I hesitated. Was it? No.
I shook my head. “No,” I told him. “You have to understand, he’s been trying to get a reaction out of me for more than twenty years.”
“Twenty years, hmm. Isn’t that when your mother took you and moved away, leaving him behind?”
“Yes.”
So I told him my name is Tate, but I’m not pretending to be Tate. When we talk, I tell him my real story—Tristan’s story—I just swap our names. And leave out a few details.
He squinted at me. “Do you think he’s jealous of you?”
I thought about it. “No. Not jealous, exactly. I think he knows I’ve had a better life than he has. But I also think he understands that’s not my fault. He’s bitter, but not toward me.” I hope.
“Toward your mother?”
I sighed. “Maybe. He should direct his anger toward our father. Or the social conventions that let an entire town turn a blind eye to an abuser.”
“Perhaps.” Dr. Wilde steepled his fingers, and I wondered if some program taught this body language or if therapists just settled on it naturally.
“But it’s difficult to hold abstract concepts accountable for our pain.
And a dead man, a town? These aren’t real.
Not in the way the mother and brother who abandoned him are. ”
I bristled at the framing—I was nine , I didn’t abandon anyone. But I didn’t go there. I only had thirty minutes, after all. I needed to focus.
“We’ve talked about whether I have an obligation to try to find him, and I know you say no. But …”
He leaned forward. “What, Tate?”
“What if he’s gearing up to hurt someone again? Or worse?”
His eyes flashed. “Do you have actionable information? Evidence?”
We did this weird dance every so often, Dr. Wilde and I.
Ohio law required him to report it to the authorities if I told him my brother intended to harm or kill a specific identifiable person.
But anything I told him about past actions was privileged, off-limits unless he was subpoenaed by a court.
So, anything I tell him about things my brother’s done—or that I think he’s done—is confidential.
What he’s going to do, that’s a different story.
“Well, no.”
He gave me a long-suffering look. I ignored it.
“It’s cyclical. Every seven years.”
“Hypothetically, who is he going to attack?”
“I don’t know. A woman. In her twenties. With red hair.”
“Cassie Baughman was a blonde,” he countered.
I huffed. “Don’t fight the hypo.”
It’s a turn of phrase I’ve picked up from the prosecutors I work with. Lawyers call it ‘fighting the hypo’ when you resist the facts of a case as stated.
He rolled his eyes. I was pretty sure they didn’t teach him that body language in school.
“If you told me he was going to hurt a specific, named person, I’d call the police.
If you truly believe he’s going to hurt someone, soon, but you don’t know who or when, you might want to try to contact him.
Not because you’re obligated to, because I don’t think you are.
But because you want to stop him. It’s valid to act because you want to, Tate, and not just because you have to. ”
It sounded so obvious when he puts it that way.
That was his job, after all—to cut through the bullshit and expose the truth, the heart of the matter.
But he was wrong to think I secretly wanted to find my brother.
I’d do it if I had to—if the law, or morality, or my psychotherapist told me I must—but I couldn’t justify exposing my life, my wife, to the monster that was my brother if I didn’t have to.

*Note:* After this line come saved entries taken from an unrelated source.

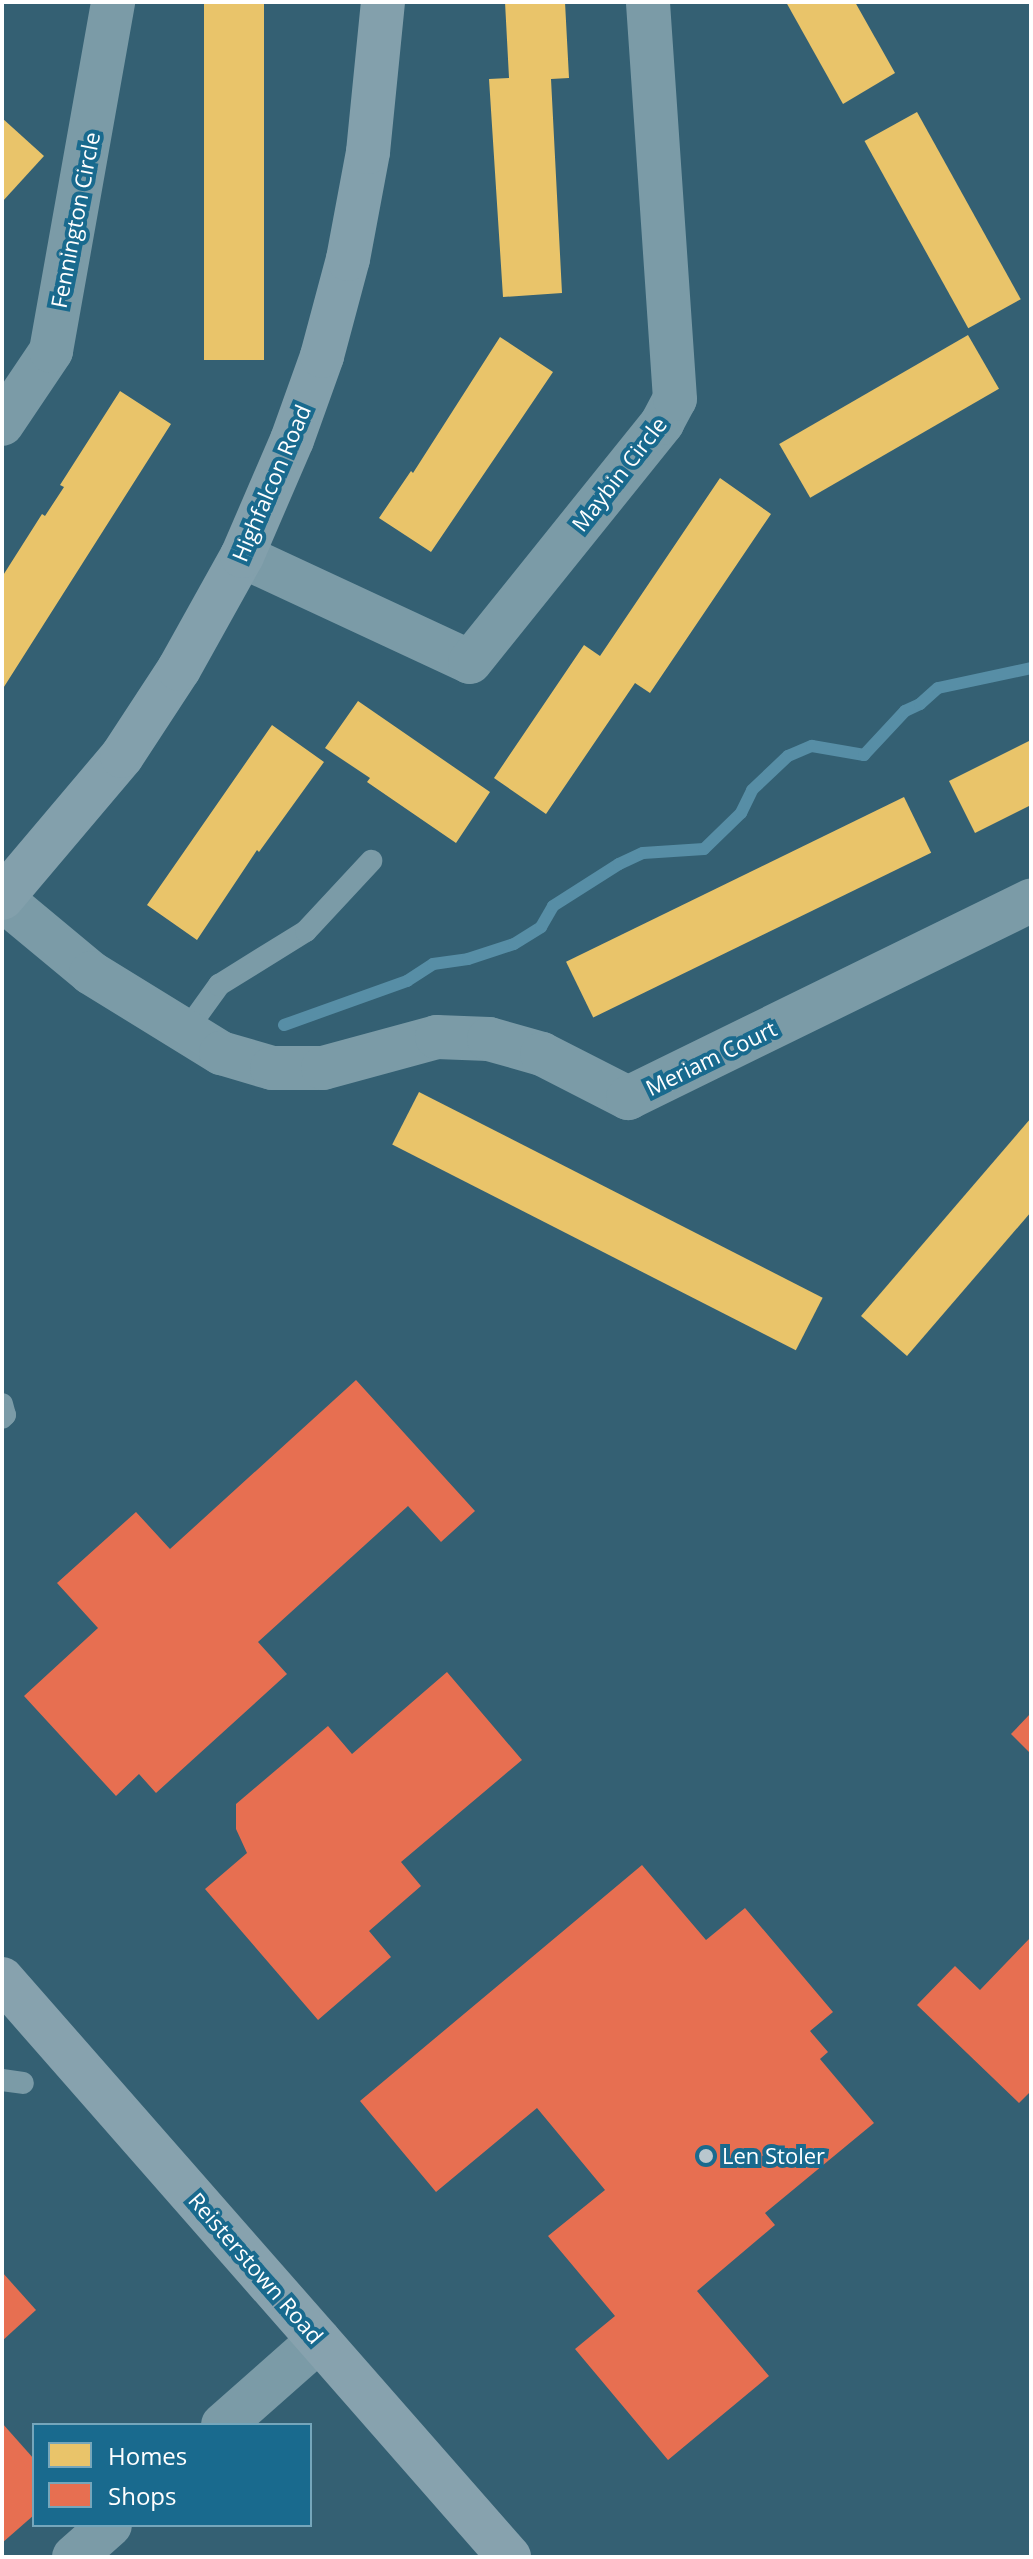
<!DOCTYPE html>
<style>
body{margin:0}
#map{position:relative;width:1033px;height:2559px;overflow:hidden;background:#346073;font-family:"Open Sans",sans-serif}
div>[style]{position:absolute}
.homes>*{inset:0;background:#e9c46a;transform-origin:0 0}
.shops>*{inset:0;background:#e76f51}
.stream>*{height:12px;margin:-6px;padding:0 6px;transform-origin:6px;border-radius:6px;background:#578ea6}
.lane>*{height:22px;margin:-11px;padding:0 11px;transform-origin:11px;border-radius:11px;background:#7b9ba7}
.street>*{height:44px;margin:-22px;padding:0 22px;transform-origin:22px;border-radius:22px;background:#7b9ba7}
.secondary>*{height:44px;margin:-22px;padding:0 22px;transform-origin:22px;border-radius:22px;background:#83a0ac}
.primary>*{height:44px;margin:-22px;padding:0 22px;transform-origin:22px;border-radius:22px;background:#87a2ae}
.dots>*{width:22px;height:22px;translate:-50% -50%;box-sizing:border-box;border:4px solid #196a8e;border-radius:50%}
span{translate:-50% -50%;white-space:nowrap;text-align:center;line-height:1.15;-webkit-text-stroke:8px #196a8e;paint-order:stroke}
.street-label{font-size:22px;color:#fff}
.poi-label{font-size:22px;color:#fff}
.left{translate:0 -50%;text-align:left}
.frame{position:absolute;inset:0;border:4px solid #fff;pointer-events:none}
.legend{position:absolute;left:32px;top:2423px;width:280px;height:104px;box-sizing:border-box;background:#196a8e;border:2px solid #75a6bb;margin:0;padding:10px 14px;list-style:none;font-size:24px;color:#fff}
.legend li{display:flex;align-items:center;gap:16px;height:40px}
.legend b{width:40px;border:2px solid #75a6bb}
</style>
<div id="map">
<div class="homes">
<div style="left:204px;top:2px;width:60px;height:358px"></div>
<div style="clip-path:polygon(505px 2px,565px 2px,569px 78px,551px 79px,562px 293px,503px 297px,489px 79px,509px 78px)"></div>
<div style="clip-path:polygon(786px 2px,855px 2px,895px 73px,843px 104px)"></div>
<div style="left:917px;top:112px;width:214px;height:60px;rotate:61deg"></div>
<div style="clip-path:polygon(2px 118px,44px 156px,2px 202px)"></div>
<div style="left:968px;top:335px;width:62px;height:218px;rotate:60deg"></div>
<div style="clip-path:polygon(500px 337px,553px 372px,431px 552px,379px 518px,411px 471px,413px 473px)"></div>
<div style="clip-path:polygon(120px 391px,171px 424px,2px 690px,2px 577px,42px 514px,45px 516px,64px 487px,60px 485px)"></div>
<div style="clip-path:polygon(720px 478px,771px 514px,650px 693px,635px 683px,546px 814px,494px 778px,584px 645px,600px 656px)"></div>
<div style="clip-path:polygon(358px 701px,490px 792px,456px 843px,367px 782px,370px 778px,325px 748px)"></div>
<div style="clip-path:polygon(272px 725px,324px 762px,259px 852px,257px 850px,197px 940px,147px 905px)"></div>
<div style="clip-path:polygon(1031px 740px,1031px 805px,975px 833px,949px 781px)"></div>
<div style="left:904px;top:797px;width:62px;height:376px;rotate:64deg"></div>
<div style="left:419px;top:1092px;width:453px;height:59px;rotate:27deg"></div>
<div style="clip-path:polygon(1031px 1118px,1031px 1212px,907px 1356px,861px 1316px)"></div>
</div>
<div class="shops">
<div style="clip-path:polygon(356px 1380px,475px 1511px,441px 1542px,408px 1506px,258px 1642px,287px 1674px,156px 1793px,139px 1774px,116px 1796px,24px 1696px,98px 1628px,57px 1583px,136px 1512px,170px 1549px)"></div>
<div style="clip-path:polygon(447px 1672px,522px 1760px,401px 1862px,421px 1886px,369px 1931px,391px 1957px,318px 2020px,205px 1889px,247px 1853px,236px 1829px,236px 1804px,328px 1726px,352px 1754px)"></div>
<div style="clip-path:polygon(1031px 1713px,1031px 1754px,1011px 1734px)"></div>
<div style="clip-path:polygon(642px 1865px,706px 1940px,745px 1908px,833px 2012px,810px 2031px,828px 2052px,820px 2059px,874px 2123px,765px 2213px,775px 2225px,697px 2291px,769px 2376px,668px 2460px,575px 2349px,615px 2316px,548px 2236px,605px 2190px,537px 2108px,436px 2192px,360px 2101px)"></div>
<div style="clip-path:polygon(1031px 1937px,1031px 2091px,1019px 2103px,917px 2005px,955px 1966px,980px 1990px)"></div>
<div style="clip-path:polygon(2px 2272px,36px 2310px,2px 2341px)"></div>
<div style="clip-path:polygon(2px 2423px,34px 2459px,34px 2515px,2px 2543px)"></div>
</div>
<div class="stream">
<div style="left:284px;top:1025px;width:131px;rotate:-19.7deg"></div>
<div style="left:407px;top:981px;width:31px;rotate:-33deg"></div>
<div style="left:433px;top:964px;width:35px;rotate:-8deg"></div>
<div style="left:468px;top:959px;width:48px;rotate:-18.1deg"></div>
<div style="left:514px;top:944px;width:32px;rotate:-32deg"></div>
<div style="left:541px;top:927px;width:24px;rotate:-60deg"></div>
<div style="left:553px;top:906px;width:78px;rotate:-32.5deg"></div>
<div style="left:619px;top:864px;width:26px;rotate:-25deg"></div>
<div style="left:643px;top:853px;width:61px;rotate:-3.8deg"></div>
<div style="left:704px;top:849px;width:52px;rotate:-44.2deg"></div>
<div style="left:741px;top:813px;width:25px;rotate:-64deg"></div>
<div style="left:752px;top:790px;width:50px;rotate:-43.4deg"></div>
<div style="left:788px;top:756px;width:26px;rotate:-23deg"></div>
<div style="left:812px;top:746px;width:53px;rotate:9.8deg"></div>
<div style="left:864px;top:755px;width:60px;rotate:-47deg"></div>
<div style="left:905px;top:711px;width:17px;rotate:-25deg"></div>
<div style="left:920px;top:704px;width:24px;rotate:-42deg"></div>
<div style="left:938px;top:688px;width:95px;rotate:-12.1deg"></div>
</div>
<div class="lane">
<div style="left:186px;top:1031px;width:57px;rotate:-54.3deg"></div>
<div style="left:219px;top:985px;width:102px;rotate:-31.8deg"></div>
<div style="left:306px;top:931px;width:96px;rotate:-47.1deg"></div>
<div style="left:2px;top:1404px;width:11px;rotate:75deg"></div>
<div style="left:5px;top:1415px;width:4px;rotate:135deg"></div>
<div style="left:2px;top:2080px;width:21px;rotate:8deg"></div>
</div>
<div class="street">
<div style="left:2px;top:424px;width:88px;rotate:-56.1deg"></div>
<div style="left:51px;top:351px;width:354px;rotate:-79.9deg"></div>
<div style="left:242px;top:556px;width:251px;rotate:24.9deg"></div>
<div style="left:470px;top:662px;width:307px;rotate:-51.2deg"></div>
<div style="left:662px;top:423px;width:27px;rotate:-62deg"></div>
<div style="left:675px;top:399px;width:398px;rotate:-93.9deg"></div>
<div style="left:2px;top:899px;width:116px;rotate:39.7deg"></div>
<div style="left:91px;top:973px;width:153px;rotate:31.6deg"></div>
<div style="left:221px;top:1053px;width:53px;rotate:16.4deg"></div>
<div style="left:272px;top:1068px;width:51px"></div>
<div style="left:323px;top:1068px;width:118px;rotate:-15.2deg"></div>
<div style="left:437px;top:1037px;width:52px;rotate:2.2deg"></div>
<div style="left:489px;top:1039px;width:55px;rotate:15.8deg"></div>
<div style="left:542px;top:1054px;width:97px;rotate:27.1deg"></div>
<div style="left:628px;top:1098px;width:449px;rotate:-26.1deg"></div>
<div style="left:223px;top:2425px;width:128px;rotate:-41.5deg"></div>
<div style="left:74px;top:2557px;width:48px;rotate:-41.6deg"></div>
</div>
<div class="secondary">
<div style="left:2px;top:898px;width:186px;rotate:-49.8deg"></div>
<div style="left:122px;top:756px;width:104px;rotate:-56.8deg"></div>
<div style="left:179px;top:669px;width:129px;rotate:-60.9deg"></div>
<div style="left:242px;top:556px;width:126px;rotate:-66.7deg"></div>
<div style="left:292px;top:440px;width:89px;rotate:-70.3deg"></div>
<div style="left:322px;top:356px;width:100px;rotate:-75deg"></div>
<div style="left:348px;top:259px;width:109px;rotate:-79.4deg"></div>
<div style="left:368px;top:152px;width:151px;rotate:-84.3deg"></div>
</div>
<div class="primary">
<div style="left:2px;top:1979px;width:769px;rotate:48.74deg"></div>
</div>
<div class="dots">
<div style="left:706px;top:2156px;background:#b8c7ce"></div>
</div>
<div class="street-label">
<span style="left:75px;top:220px;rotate:-79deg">Fennington Circle</span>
<span style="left:619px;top:474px;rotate:-52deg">Maybin Circle</span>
<span style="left:271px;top:483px;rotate:-67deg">Highfalcon Road</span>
<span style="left:711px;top:1058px;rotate:-26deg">Meriam Court</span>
<span style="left:256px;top:2268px;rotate:49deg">Reisterstown Road</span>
</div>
<div class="poi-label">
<span class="left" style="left:722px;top:2156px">Len Stoler</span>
</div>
<div class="frame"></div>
<ul class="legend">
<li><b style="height:22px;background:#e9c46a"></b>Homes</li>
<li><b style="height:22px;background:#e76f51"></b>Shops</li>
</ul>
</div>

This was, I knew, the same calculus that my mother had used when we basically fled from Maine. She hadn’t wanted to cut ties with her firstborn. But her safety, and, at that time, mine had required her to do so.
I left the session with Dr. Wilde resolute in my decision not to connect with Tate.
Six months later, Giselle Ward’s neck will be sliced open, resulting in the complete transection of her carotid artery. The fully severed artery will cause a massive hemorrhage. Her death will be nearly instantaneous. And it will be my fault.